Friday 18 December 2009

17th December 2009

Just a quick post - really weird and unusual flashbacks today.

My normal flashbacks are either snippets of events or a full bown vivid and sensory account of a specific assault.
Today - just weird - keep having kind of immediate post assult flashbacks where i am either nursing injuries, looking for my clothes or just looking confused. This is completely new and the normal terror feelings straight after a flashback are not there, just an overwhelming desire to grab the kid and take her out of the situation and even to kind of tell her to stay strong. One particular flashback was of me trying to ride home on my bike and not being able to - these are really confusing, i look too vulnerable and its way too deep and i could nearly cry for the kid and its as if i want to talk to her.

What is just way to strange as well is i have been trying to read a book - The courage to heal - Ellen Bass & Laura Davis - and not really getting as much from it as i hoped (i want a sort of car maintainance book where it tells you to unsrew the parts, lift out the gasket and replace, job done and you are fixed!) but anyhow, it talks about the "child within" and getting in touch with it - kind of doesn't do it for me but i guess this might come close to it. Doesn't kind of sit right though so lets hope these flashbacks pass through pretty quick.

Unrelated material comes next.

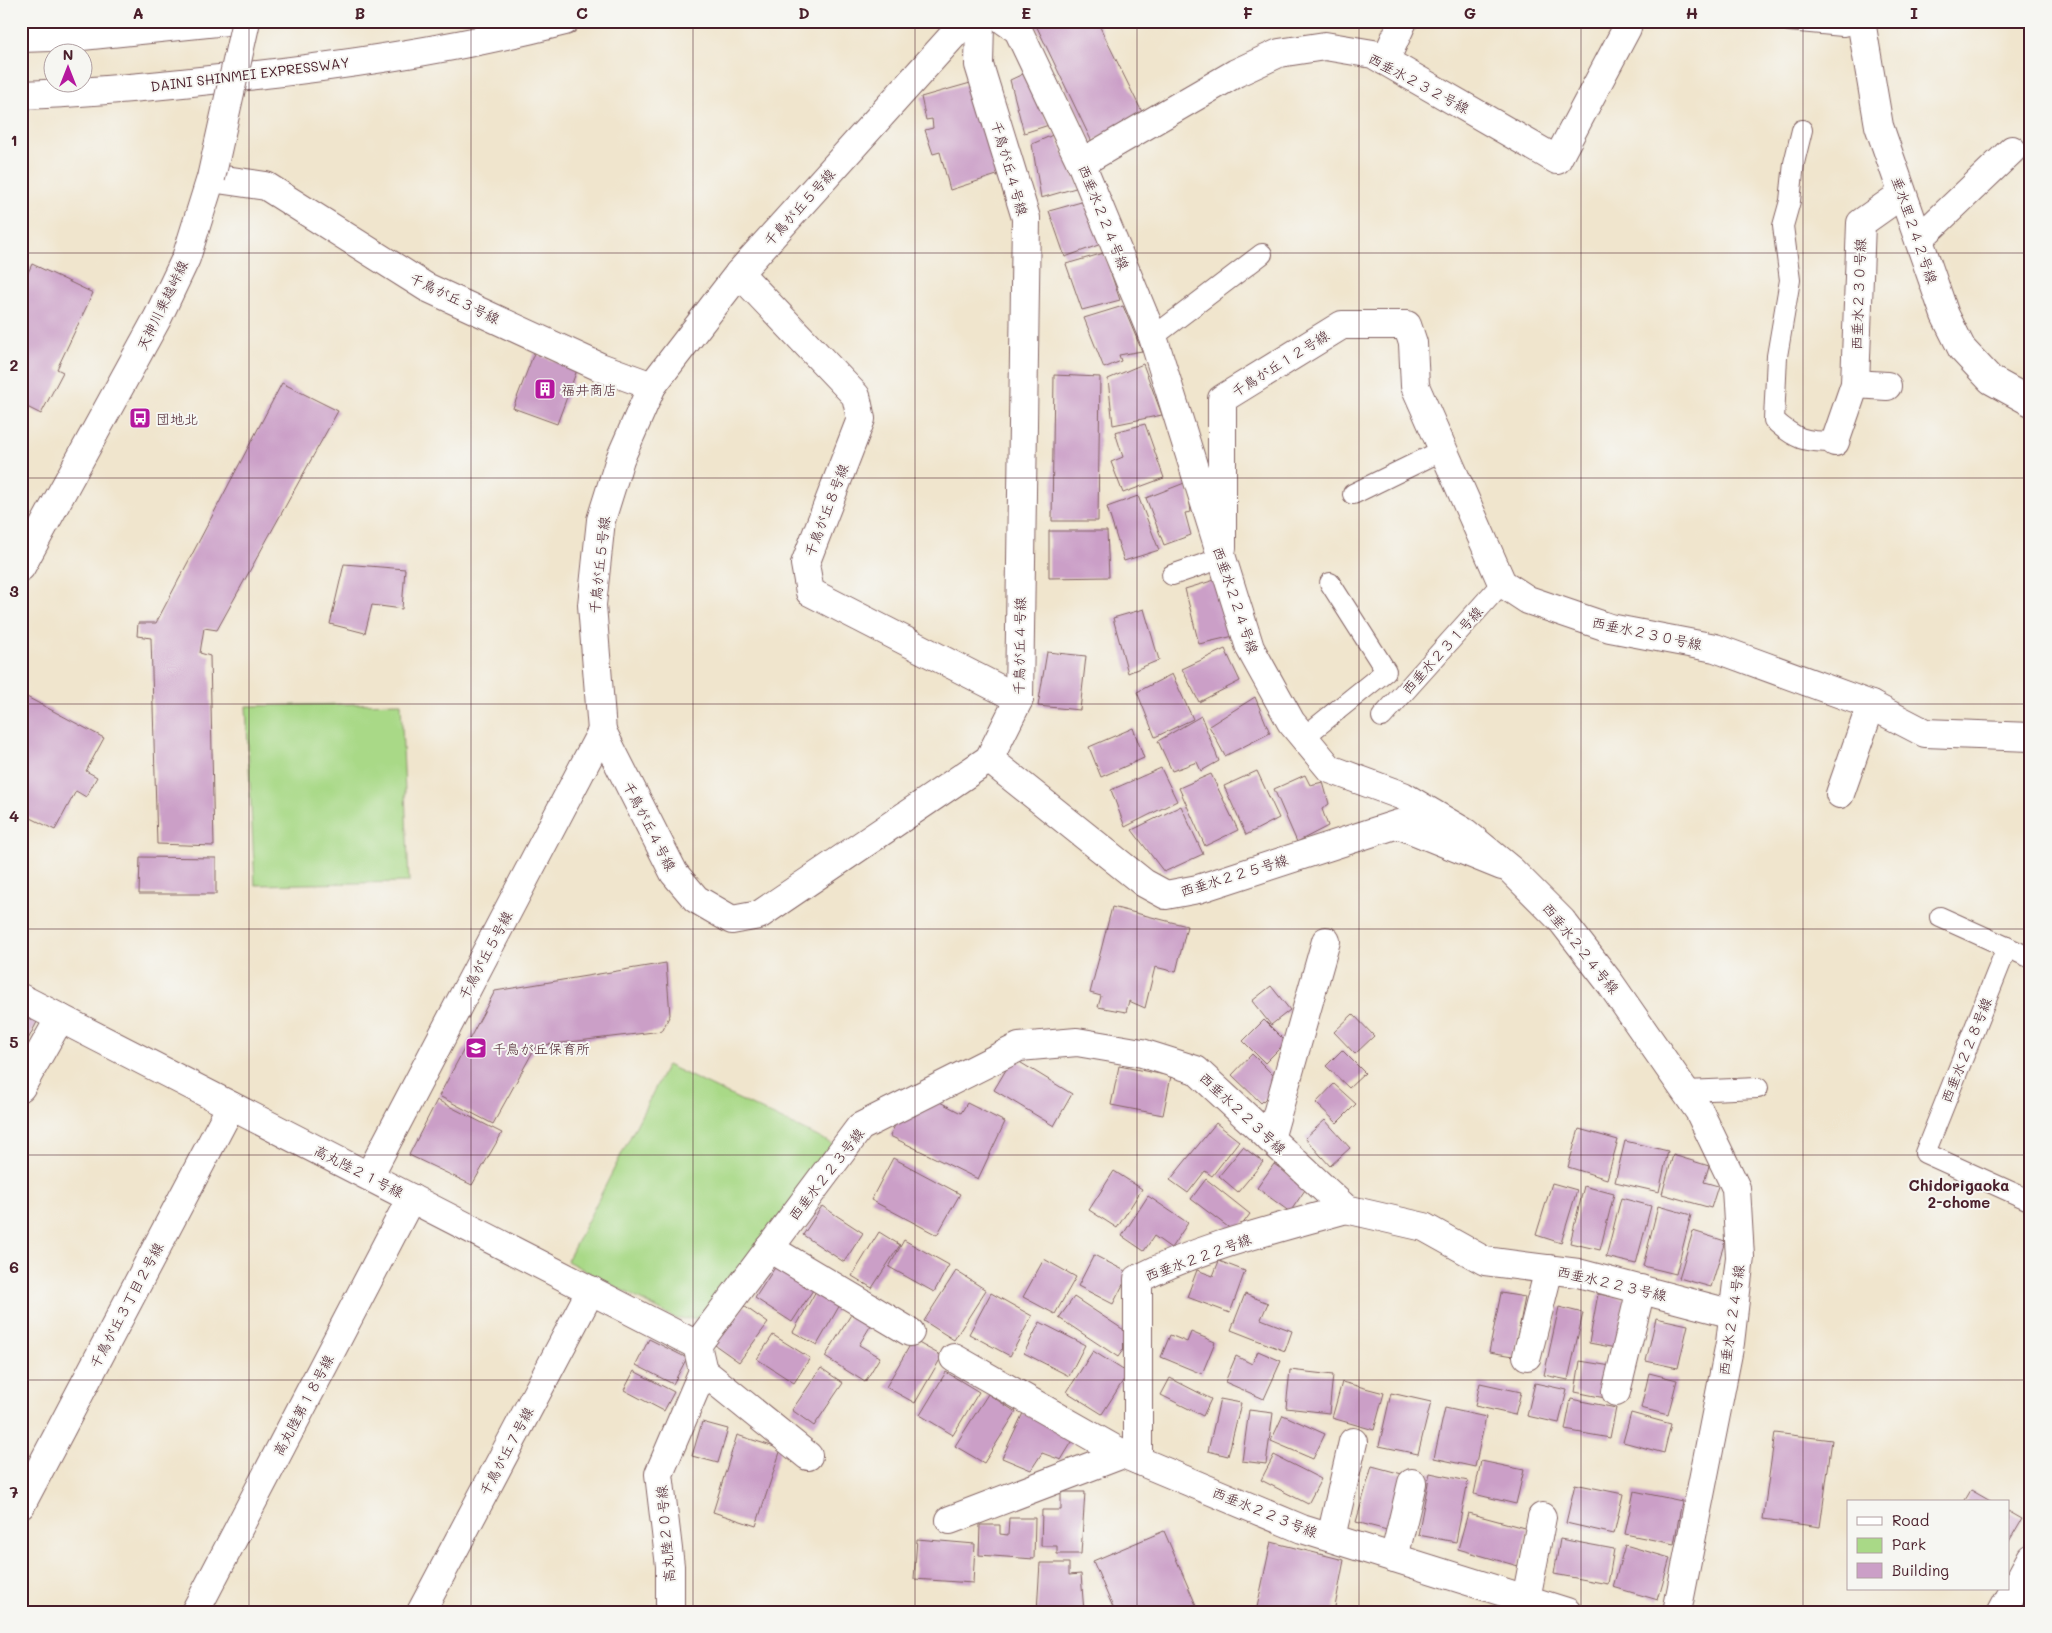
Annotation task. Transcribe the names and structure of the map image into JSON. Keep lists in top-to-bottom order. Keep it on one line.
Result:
{"streets":{"main road":["DAINI SHINMEI EXPRESSWAY","西垂水２３２号線","千鳥が丘４号線","千鳥が丘５号線","西垂水２２４号線","垂水里２４２号線","西垂水２３０号線","千鳥が丘３号線","天神川乗越峠線","千鳥が丘１２号線","千鳥が丘８号線","西垂水２２５号線","西垂水２２３号線","高丸陸２１号線","西垂水２２２号線","千鳥が丘３丁目２号線","高丸陸第１８号線","千鳥が丘７号線","高丸陸２０号線"],"lane":["西垂水２３１号線","西垂水２２８号線"]},"crossings":[["西垂水２３２号線","西垂水２２４号線"],["千鳥が丘４号線","千鳥が丘５号線"],["千鳥が丘４号線","千鳥が丘８号線"],["千鳥が丘４号線","西垂水２２５号線"],["千鳥が丘５号線","千鳥が丘３号線"],["千鳥が丘５号線","千鳥が丘８号線"],["千鳥が丘５号線","高丸陸２１号線"],["西垂水２２４号線","千鳥が丘１２号線"],["西垂水２２４号線","西垂水２２５号線"],["西垂水２２４号線","西垂水２２３号線"],["垂水里２４２号線","西垂水２３０号線"],["西垂水２３０号線","西垂水２３１号線"],["千鳥が丘３号線","天神川乗越峠線"],["西垂水２２３号線","高丸陸２１号線"],["西垂水２２３号線","西垂水２２２号線"],["高丸陸２１号線","千鳥が丘３丁目２号線"],["高丸陸２１号線","高丸陸第１８号線"],["高丸陸２１号線","千鳥が丘７号線"]],"districts":["Chidorigaoka 2-chome"],"places":{"building":["福井商店"],"bus stop":["団地北"],"school or university":["千鳥が丘保育所"]},"legend":["Road","Park","Building"],"north":"top","grid":{"columns":["A","B","C","D","E","F","G","H","I"],"rows":["1","2","3","4","5","6","7"]}}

I had all the tunes on my computer on random play today and This came on - i normally associate this with the day my nan died last year - it was on the car stereo just after i heard she had passed away and its kind of always stuck with me, but today when i heard it, in the middle of flashback city it kind of made me think of mini me and how i was looking in the flashbacks.

1 comment:

  1. Hi Live-to-fly
    I think its awesome that you are sharing your very private journey with people.
    Btw - makes me smile when you say "mini me" when refering to yourself as a child.